Exercise:
Leaving out the pictures, retype the lines from the beginning of the listing through the line containing "font-size:13px; font-weight:400; color:var(--muted)".

Entries supplied Start Marker

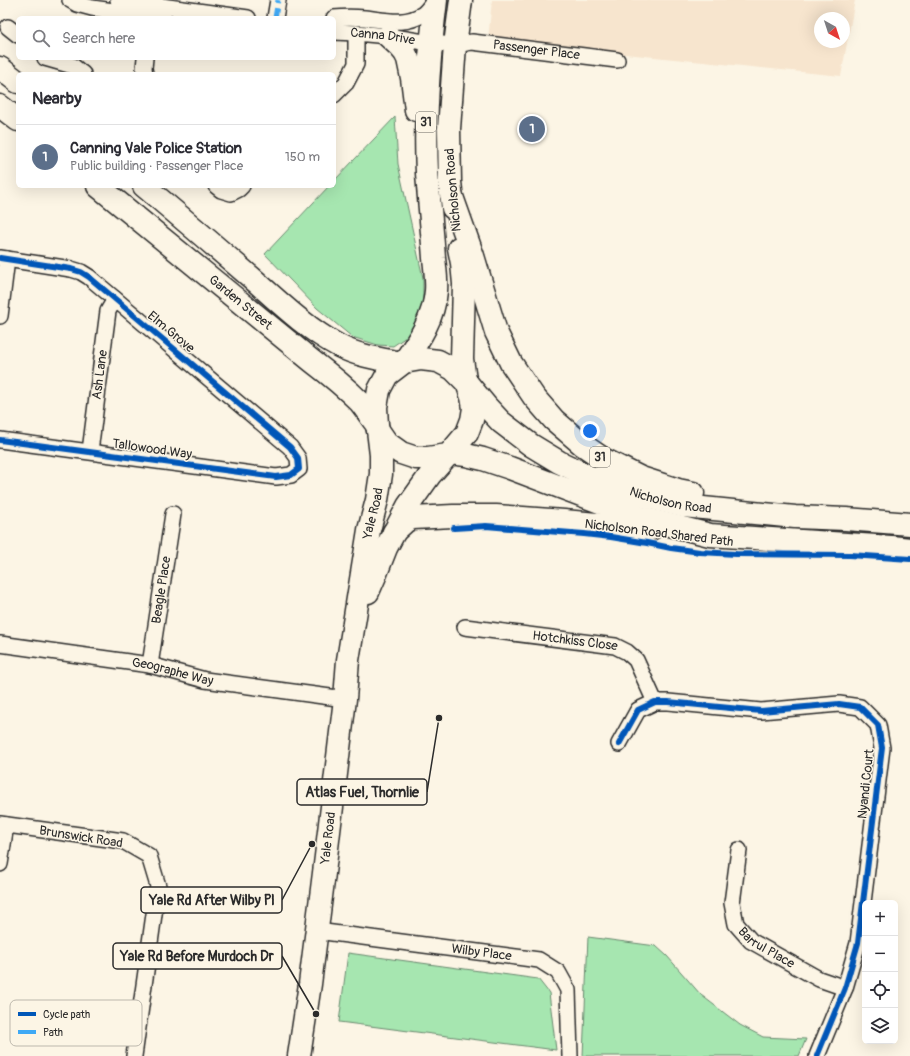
<!DOCTYPE html>
<html lang="en">
<head>
<meta charset="utf-8">
<style>
	:root { --surface:#fff; --page:#f2f2f3; --text:#2b2b33; --muted:#7c7c81; --line:#e1e1e2; --accent:#111827 }
	body { margin:0; font-family:Pangolin,sans-serif; background:var(--page); color:var(--text) }
	.controls { position:absolute; right:12px; bottom:12px; display:grid; overflow:hidden; border-radius:6px; box-shadow:0 4px 16px #0002 }
	.controls button { width:36px; height:36px; display:grid; place-items:center; padding:0; border:0; border-bottom:1px solid var(--line); background:var(--surface); color:var(--text); font:20px sans-serif }
	.compass { position:absolute; left:814px; top:12px; width:36px; height:36px; border-radius:50%; background:var(--surface); box-shadow:0 4px 16px #0002; rotate:141deg }
	.you { position:absolute; left:590px; top:431px; width:14px; height:14px; margin:-10px; border:3px solid #fff; border-radius:50%; background:#1a73e8; box-shadow:0 0 0 6px #1a73e833 }
	.badge { display:grid; place-items:center; width:26px; height:26px; border-radius:50%; background:var(--accent); color:#fff; font-size:13px; font-weight:700 }
	.pin { position:absolute; translate:-50% -50%; border:2px solid #fff; box-shadow:0 1px 4px #0006 }
	.list { margin:0; padding:0; list-style:none }
	h2 { display:flex; justify-content:space-between; align-items:center; height:52px; margin:0; padding:0 16px; font-size:17px }
	h2 small { font-size:13px; font-weight:400; color:var(--muted) }
	.list li { display:grid; grid-template-columns:26px 1fr auto; gap:12px; align-items:center; box-sizing:border-box; height:64px; padding:0 16px; border-top:1px solid var(--line) }
	.list b { display:block; font-size:15px; white-space:nowrap }
	.list p { margin:0; font-size:13px; white-space:nowrap; color:var(--muted) }
	.list em { font-size:13px; font-style:normal; color:var(--muted) }
	.icon { flex:none; width:22px; height:22px; fill:none; stroke:currentColor; stroke-width:2; stroke-linecap:round; stroke-linejoin:round }
	.map { position:relative; flex:none; width:910px; height:1056px; overflow:hidden }
	.search { position:absolute; background:var(--surface); box-shadow:0 4px 16px #0002; left:16px; top:16px; width:320px; height:44px; display:flex; align-items:center; gap:10px; box-sizing:border-box; padding:0 14px; border-radius:6px; color:var(--muted); font-size:15px }
	.panel { position:absolute; background:var(--surface); box-shadow:0 4px 16px #0002; left:16px; top:72px; width:320px; height:116px; border-radius:6px }
	.map>svg:first-child { display:block }
</style>
</head>
<body>
<div class="map">
<svg width="910" height="1056" viewBox="0 0 910 1056">
	<rect width="100%" height="100%" fill="#fcf5e5"/>
	<filter id="ink" filterUnits="userSpaceOnUse"><feTurbulence type="fractalNoise" baseFrequency=".025" numOctaves="2"/><feDisplacementMap in="SourceGraphic" scale="8" xChannelSelector="R" yChannelSelector="G"/><feConvolveMatrix kernelMatrix="1 2 1 2 8 2 1 2 1" color-interpolation-filters="sRGB"/></filter>
	<g filter="url(#ink)">
		<!-- built -->
		<path fill="#f7e5ce" fill-rule="evenodd" d="M492,0H855L841,76L488,40ZM820,18H844V42H820Z"/>
		<!-- green -->
		<g fill="#a6e6b0" stroke="#68886e">
			<path d="M395,117L398,164L423,278V295L422,309L415,324L406,337L393,346L378,345L352,337L317,308L265,254L329,186H334V181Z"/>
			<path d="M588,937L656,946L667,956L701,995L740,1025L763,1037L806,1039L799,1056H583Z"/>
			<path d="M348,953L538,979L549,993L556,1050L339,1022Z"/>
		</g>
		<g fill="none" stroke-linecap="round" stroke-linejoin="round">
			<defs>
				<g id="street">
					<path d="M70,0L77,4L92,8L164,18"/>
					<path d="M118,0L248,18"/>
					<path d="M275,18L278,0"/>
					<path d="M334,18C344,17 355,17 365,18C385,20 405,26 423,14C428,10 431,5 435,0"/>
					<path d="M8,27L18,35"/>
					<path id="s1" d="M334,32L356,33L388,36L430,43L455,45L472,42L617,60"/>
					<path d="M45,58L73,66L83,74"/>
					<path d="M145,58L144,68L145,74"/>
					<path d="M334,95L346,83L356,64V33"/>
					<path d="M216,186L221,190L231,193L239,189L242,186"/>
					<path d="M0,258L71,269L81,272L89,277L290,447L298,458L299,469L291,475L276,477L0,440"/>
					<path d="M0,316L7,259"/>
					<path id="s2" d="M90,451L108,311L115,299"/>
					<path id="s3" d="M465,627L615,646L627,652L636,660L655,702"/>
					<path id="s4" d="M0,644L150,665L205,680L345,699"/>
					<path id="s5" d="M150,665L173,514"/>
					<path d="M619,744L638,710L655,702H668L761,711L839,704L860,707L878,725L882,748L858,943L845,988L817,1056"/>
					<path d="M0,824L123,841L149,856L158,886L134,1056"/>
					<path id="s6" d="M739,850L732,903L736,924L751,941L819,979L845,988"/>
					<path d="M0,864L6,825"/>
					<path id="s7" d="M317,931L539,960L558,972L568,990L570,1056"/>
				</g>
				<g id="primary">
					<path d="M388,36L400,47L405,53L408,59L412,78L416,110"/>
					<path d="M0,68L18,82"/>
					<path d="M0,106L18,120"/>
					<path id="s8" d="M98,186L312,361C329,374 345,387 360,402C366,409 371,418 377,425"/>
					<path d="M144,186C181,217 217,248 253,279C280,303 307,329 339,346C358,356 380,359 401,363"/>
					<path d="M451,194L473,256L496,332L511,363L534,397L554,420L583,445L605,460L641,478L678,490L693,493"/>
					<path d="M453,208L450,182L449,129L455,45L461,0"/>
					<path d="M459,248L462,263L464,284L462,359L465,380"/>
					<path d="M421,359L438,361L453,369L467,383L472,397L474,408L472,420L467,433L450,453L448,455L428,458H416L401,453L387,443L378,430L377,425L376,407L379,390L387,375L404,362Z"/>
					<path d="M404,362C419,340 434,318 436,291C437,280 435,268 434,258C432,229 429,201 427,173C424,115 429,57 436,0"/>
					<path id="s9" d="M467,383L486,406L501,422L531,445L559,462L590,477L647,497L683,506L795,517L846,519L910,524"/>
					<path d="M450,453L466,455L483,459L510,468L642,518L710,535L891,547L910,549"/>
					<path d="M394,532L406,521L413,518L453,516H496L564,521L651,529"/>
					<path d="M368,592L375,576L386,548L408,506L430,475L448,455"/>
					<path id="s10" d="M299,1056L310,984L324,873L345,699L348,660L369,530L377,500L381,474V455L378,430"/>
				</g>
			</defs>
			<!-- street casing -->
			<use href="#street" stroke="#2b2b2b" stroke-width="18"/>
			<!-- primary casing -->
			<use href="#primary" stroke="#2b2b2b" stroke-width="25"/>
			<!-- street -->
			<use href="#street" stroke="#fcf5e5" stroke-width="15"/>
			<!-- primary -->
			<use href="#primary" stroke="#fcf5e5" stroke-width="22"/>
			<!-- quiet -->
			<path stroke="#3fa9f5" stroke-width="5" stroke-dasharray="10 5" stroke-linecap="butt" d="M275,18L278,0"/>
			<defs>
				<g id="cycleway">
					<path d="M0,258L71,269L81,272L89,277L290,447L298,458L299,469L291,475L276,477L0,440"/>
					<path d="M454,528L486,526L584,534L611,537L647,543L671,548L700,552L736,554L850,555L910,559"/>
					<path d="M619,744L638,710L655,702H668L761,711L839,704L860,707L878,725L882,748L858,943L845,988L817,1056"/>
				</g>
			</defs>
			<!-- cycleway casing -->
			<use href="#cycleway" stroke="#fcf5e5" stroke-width="8"/>
			<!-- cycleway -->
			<use href="#cycleway" stroke="#0057b8" stroke-width="6"/>
		</g>
	</g>
	<g text-anchor="middle" dominant-baseline="central" stroke-width="3" stroke-linejoin="round" paint-order="stroke">
		<!-- shield labels -->
		<g fill="#fcf5e5" stroke="#6a6863" stroke-width="1">
			<rect x="416" y="112" width="20" height="20" rx="3"/>
			<rect x="590" y="447" width="20" height="20" rx="3"/>
		</g>
		<g font-size="12" font-weight="bold" fill="#2b2b2b">
			<text x="426" y="122">31</text>
			<text x="600" y="457">31</text>
		</g>
		<!-- street labels -->
		<g font-size="13" fill="#2b2b2b" stroke="#fcf5e5">
			<text stroke="none"><textPath href="#s1" startOffset="49">Canna Drive</textPath></text>
			<text stroke="none"><textPath href="#s1" startOffset="204">Passenger Place</textPath></text>
			<text transform="translate(453 190) rotate(-95)">Nicholson Road</text>
			<text stroke="none"><textPath href="#s8" startOffset="184">Garden Street</textPath></text>
			<text transform="translate(171 332) rotate(40)">Elm Grove</text>
			<text stroke="none"><textPath href="#s2" startOffset="77">Ash Lane</textPath></text>
			<text transform="translate(152 449) rotate(8)">Tallowood Way</text>
			<text stroke="none"><textPath href="#s9" startOffset="241">Nicholson Road</textPath></text>
			<text stroke="none"><textPath href="#s10" startOffset="548">Yale Road</textPath></text>
			<text transform="translate(659 533) rotate(7)">Nicholson Road Shared Path</text>
			<text stroke="none"><textPath href="#s5" startOffset="76">Beagle Place</textPath></text>
			<text stroke="none"><textPath href="#s3" startOffset="111">Hotchkiss Close</textPath></text>
			<text stroke="none"><textPath href="#s4" startOffset="175">Geographe Way</textPath></text>
			<text transform="translate(866 784) rotate(-84)">Nyandi Court</text>
			<text transform="translate(81 837) rotate(9)">Brunswick Road</text>
			<text stroke="none"><textPath href="#s10" startOffset="220">Yale Road</textPath></text>
			<text stroke="none"><textPath href="#s6" startOffset="114">Barrul Place</textPath></text>
			<text stroke="none"><textPath href="#s7" startOffset="166">Wilby Place</textPath></text>
		</g>
	</g>
	<!-- legend -->
	<rect x="10" y="1000" width="132" height="46" rx="6" fill="#fcf5e5" stroke="#bdb8ad" stroke-width="1"/>
	<rect x="18" y="1012" width="18" height="4" fill="#0057b8"/>
	<rect x="18" y="1030" width="18" height="4" fill="#3fa9f5"/>
	<g font-size="11" fill="#2b2b2b">
		<text x="43" y="1018">Cycle path</text>
		<text x="43" y="1036">Path</text>
	</g>
	<!-- callouts -->
	<path fill="none" stroke="#2b2b2b" stroke-width="1.5" d="M439 718L427 792M312 844L282 900M316 1014L282 956"/>
	<g fill="#2b2b2b" stroke="#fcf5e5" stroke-width="1.5">
		<circle cx="439" cy="718" r="4"/>
		<circle cx="312" cy="844" r="4"/>
		<circle cx="316" cy="1014" r="4"/>
	</g>
	<g fill="#fcf5e5" stroke="#2b2b2b" stroke-width="1.5">
		<rect x="297" y="779" width="130" height="26" rx="4"/>
		<rect x="141" y="887" width="141" height="26" rx="4"/>
		<rect x="113" y="943" width="169" height="26" rx="4"/>
	</g>
	<g font-size="14" text-anchor="middle" font-weight="bold" fill="#2b2b2b">
		<text x="362" y="797">Atlas Fuel, Thornlie</text>
		<text x="212" y="905">Yale Rd After Wilby Pl</text>
		<text x="197" y="961">Yale Rd Before Murdoch Dr</text>
	</g>
</svg>
<div class="controls">
<button>+</button>
<button>−</button>
<button><svg class="icon" aria-label="locate" viewBox="0 0 24 24"><circle cx="12" cy="12" r="6"/><path d="M12 2v4M12 18v4M2 12h4M18 12h4"/></svg></button>
<button><svg class="icon" aria-label="layers" viewBox="0 0 24 24"><path d="M12 4l9 5-9 5-9-5zM3 14l9 5 9-5"/></svg></button>
</div>
<svg class="compass" viewBox="-18 -18 36 36"><path d="M0-13l5 13h-10z" fill="#e53935"/><path d="M0 13l5-13h-10z" fill="#7c7c81"/></svg>
<div class="you"></div>
<div class="pin badge" style="left:532px;top:129px;background:#5c6f8a">1</div>
<div class="search"><svg class="icon" aria-label="search" viewBox="0 0 24 24"><circle cx="10" cy="10" r="6"/><path d="M15 15l6 6"/></svg>Search here</div>
<section class="panel">
<h2>Nearby<small></small></h2>
<ul class="list">
<li><span class="badge" style="background:#5c6f8a">1</span><div><b>Canning Vale Police Station</b><p>Public building · Passenger Place</p></div><em>150 m</em></li>
</ul>
</section>
</div>
</body>
</html>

Entries supplied End Marker

Answer space:
<!DOCTYPE html>
<html lang="en">
<head>
<meta charset="utf-8">
<style>
	:root { --surface:#fff; --page:#f2f2f3; --text:#2b2b33; --muted:#7c7c81; --line:#e1e1e2; --accent:#111827 }
	body { margin:0; font-family:Pangolin,sans-serif; background:var(--page); color:var(--text) }
	.controls { position:absolute; right:12px; bottom:12px; display:grid; overflow:hidden; border-radius:6px; box-shadow:0 4px 16px #0002 }
	.controls button { width:36px; height:36px; display:grid; place-items:center; padding:0; border:0; border-bottom:1px solid var(--line); background:var(--surface); color:var(--text); font:20px sans-serif }
	.compass { position:absolute; left:814px; top:12px; width:36px; height:36px; border-radius:50%; background:var(--surface); box-shadow:0 4px 16px #0002; rotate:141deg }
	.you { position:absolute; left:590px; top:431px; width:14px; height:14px; margin:-10px; border:3px solid #fff; border-radius:50%; background:#1a73e8; box-shadow:0 0 0 6px #1a73e833 }
	.badge { display:grid; place-items:center; width:26px; height:26px; border-radius:50%; background:var(--accent); color:#fff; font-size:13px; font-weight:700 }
	.pin { position:absolute; translate:-50% -50%; border:2px solid #fff; box-shadow:0 1px 4px #0006 }
	.list { margin:0; padding:0; list-style:none }
	h2 { display:flex; justify-content:space-between; align-items:center; height:52px; margin:0; padding:0 16px; font-size:17px }
	h2 small { font-size:13px; font-weight:400; color:var(--muted) }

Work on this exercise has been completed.